By Nathaniel Hurley
“Is this scene safe?”
This is not the question to ask on the emergency scene or training ground, as it shows a lack of critical thinking. As emergency responders, we respond to unsafe situations. To truly check the box for scene safety, we need to go beyond yes-or-no questions in our decision-making. Instead, we should ask “what” questions, like “What are the hazards?”
As the world changes and the emergencies change, we can train our minds to think critically about safety so that no matter what the emergency, we can help others while avoiding hazards.
The “L-180 Human Factors in the Wildland Fire Service” course focuses on how situational awareness affects decision-making. Your opinions, communication with others, observations of the scene, and stress level affect your situational awareness.

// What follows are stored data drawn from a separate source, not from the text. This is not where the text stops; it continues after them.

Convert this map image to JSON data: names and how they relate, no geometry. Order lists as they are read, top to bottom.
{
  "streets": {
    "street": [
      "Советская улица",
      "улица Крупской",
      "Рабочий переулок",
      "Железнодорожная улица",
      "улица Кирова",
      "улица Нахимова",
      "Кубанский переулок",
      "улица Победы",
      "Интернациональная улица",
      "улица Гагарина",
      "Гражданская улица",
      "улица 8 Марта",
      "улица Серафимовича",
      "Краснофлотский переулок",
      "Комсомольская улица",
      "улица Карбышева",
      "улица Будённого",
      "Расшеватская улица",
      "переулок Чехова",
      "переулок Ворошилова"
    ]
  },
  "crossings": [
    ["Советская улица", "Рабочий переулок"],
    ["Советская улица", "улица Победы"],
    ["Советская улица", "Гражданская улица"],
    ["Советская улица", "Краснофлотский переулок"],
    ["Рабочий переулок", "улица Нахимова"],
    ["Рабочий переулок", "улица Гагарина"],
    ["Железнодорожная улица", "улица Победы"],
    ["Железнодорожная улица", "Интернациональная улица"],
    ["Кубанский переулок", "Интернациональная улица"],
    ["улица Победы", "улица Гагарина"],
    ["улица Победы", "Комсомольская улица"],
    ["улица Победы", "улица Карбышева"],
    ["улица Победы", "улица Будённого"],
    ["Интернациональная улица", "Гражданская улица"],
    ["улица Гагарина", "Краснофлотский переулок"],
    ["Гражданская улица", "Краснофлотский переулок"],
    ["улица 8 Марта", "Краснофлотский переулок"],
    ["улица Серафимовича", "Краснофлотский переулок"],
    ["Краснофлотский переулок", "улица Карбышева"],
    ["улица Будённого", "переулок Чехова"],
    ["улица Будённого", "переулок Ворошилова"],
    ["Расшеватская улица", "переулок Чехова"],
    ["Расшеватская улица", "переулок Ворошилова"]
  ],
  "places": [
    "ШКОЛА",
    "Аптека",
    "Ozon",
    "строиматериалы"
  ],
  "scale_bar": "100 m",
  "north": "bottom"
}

As you would expect, the more aware you are of the situation, the more likely you are to quickly and effectively resolve the emergency. We must improve our situational awareness by first focusing on what constitutes hazards or risks on the emergency scene.

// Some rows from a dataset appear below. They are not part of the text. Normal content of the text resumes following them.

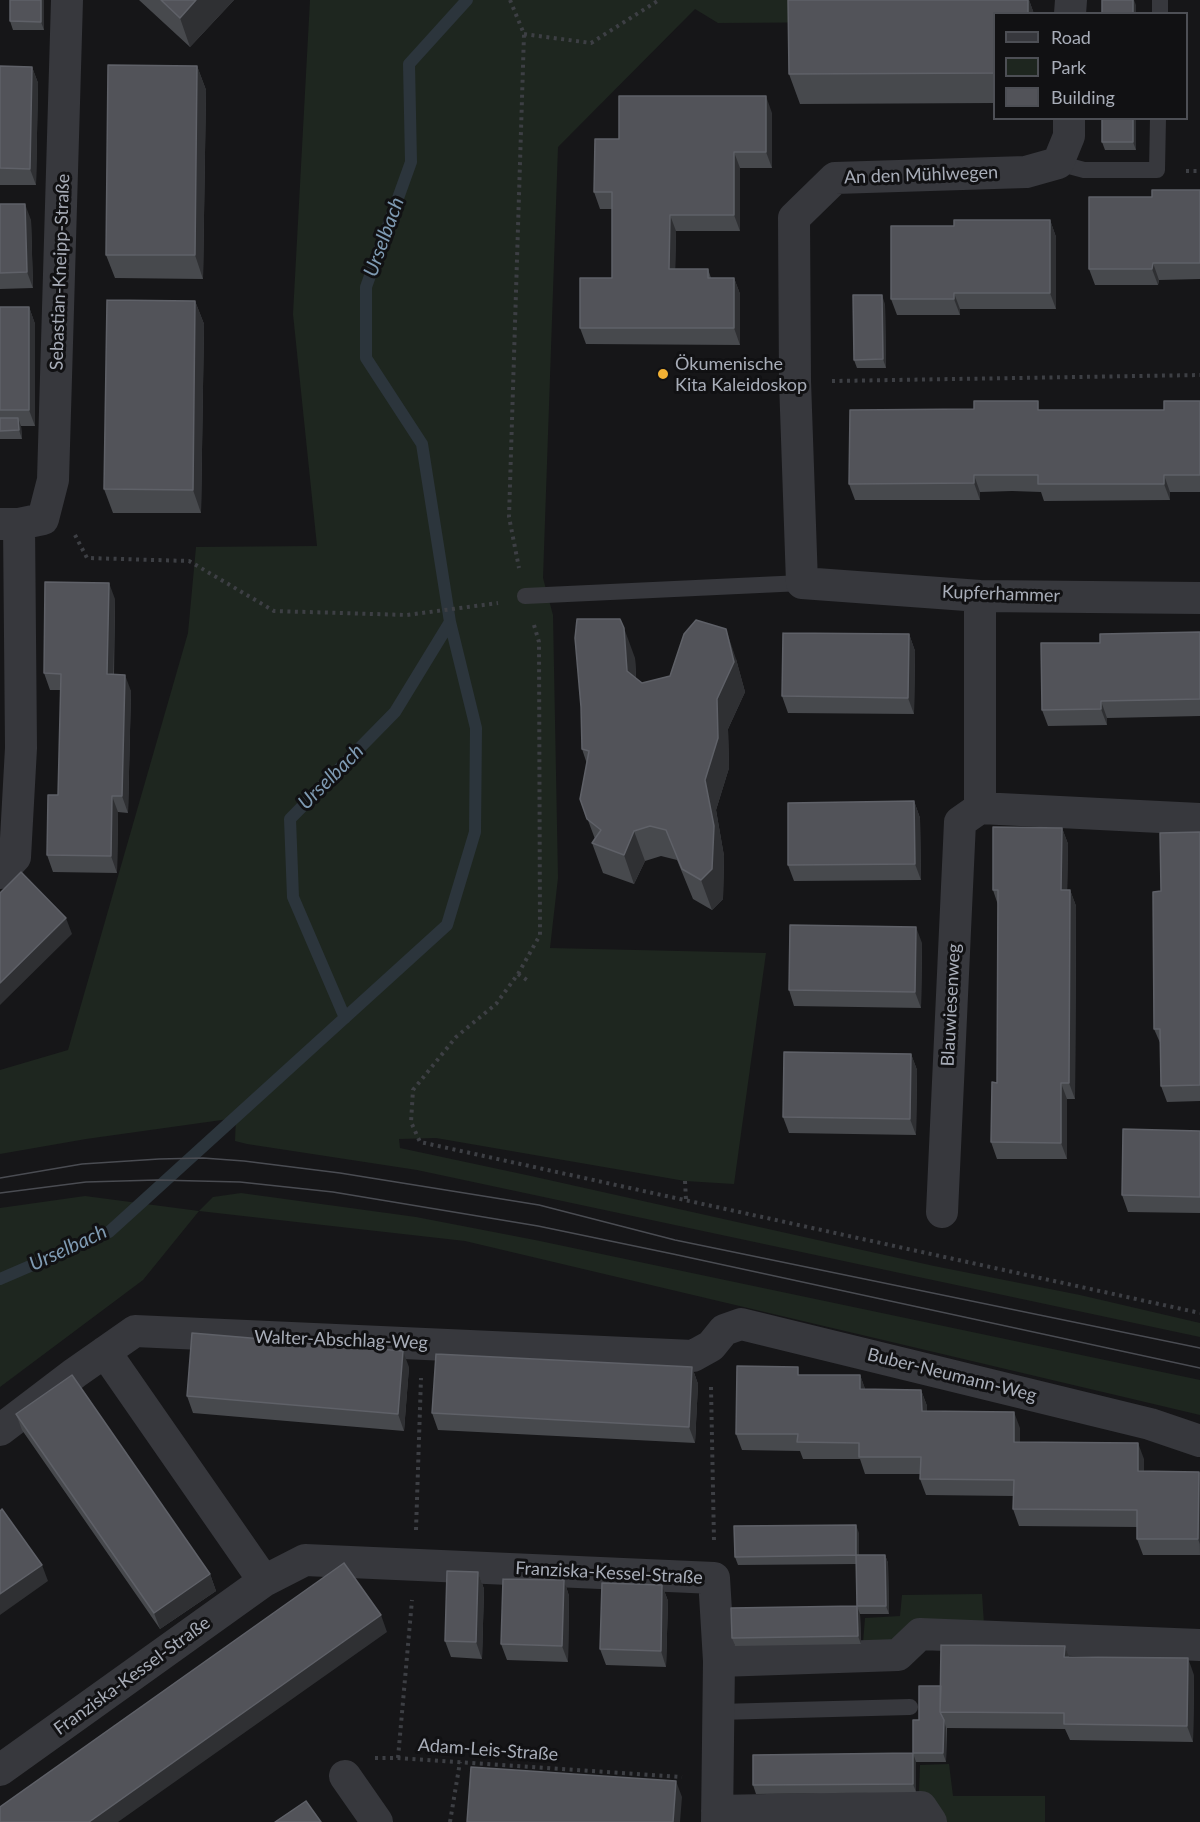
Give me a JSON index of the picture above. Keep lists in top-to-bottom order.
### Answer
{
  "streets": {
    "street": [
      "An den Mühlwegen",
      "Sebastian-Kneipp-Straße",
      "Kupferhammer",
      "Blauwiesenweg",
      "Walter-Abschlag-Weg",
      "Buber-Neumann-Weg",
      "Franziska-Kessel-Straße"
    ],
    "path": ["Adam-Leis-Straße"]
  },
  "crossings": [
    ["An den Mühlwegen", "Kupferhammer"],
    ["Walter-Abschlag-Weg", "Buber-Neumann-Weg"],
    ["Franziska-Kessel-Straße", "Adam-Leis-Straße"]
  ],
  "water": ["Urselbach"],
  "places": ["Ökumenische Kita Kaleidoskop"],
  "legend": ["Road", "Park", "Building"]
}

After identifying the hazards and risks, naturally, you must decide how to deal with them. Note: There does not have to be a complete removal of possible risk in order to mitigate the hazards. For example, we could identify a fire on the first floor of the house and throw a ladder to the second floor to make a rescue. Throwing the ladder did not remove the risk, but we still handled the situation while being aware of the risk – and hopefully there was a fire attack crew simultaneously working to resolve that risk for us.
5 ways to mitigate a hazard
There are five primary ways to mitigate risks and hazards: elimination, substitution, engineered controls, administrative controls, and PPE. This gives us a variety of options to decide how we will mitigate a hazard. Choices may differ from situation to situation, even for the same hazard. Let’s consider each option.
1. Elimination: We separate ourselves from the hazard completely. Electronics in a vehicle might present a hazard during an extrication. Cutting the battery cables eliminates much of the risk in most vehicles. This could also mean removing ourselves from the hazard area until the hazard has been controlled, such as an active shooter situation.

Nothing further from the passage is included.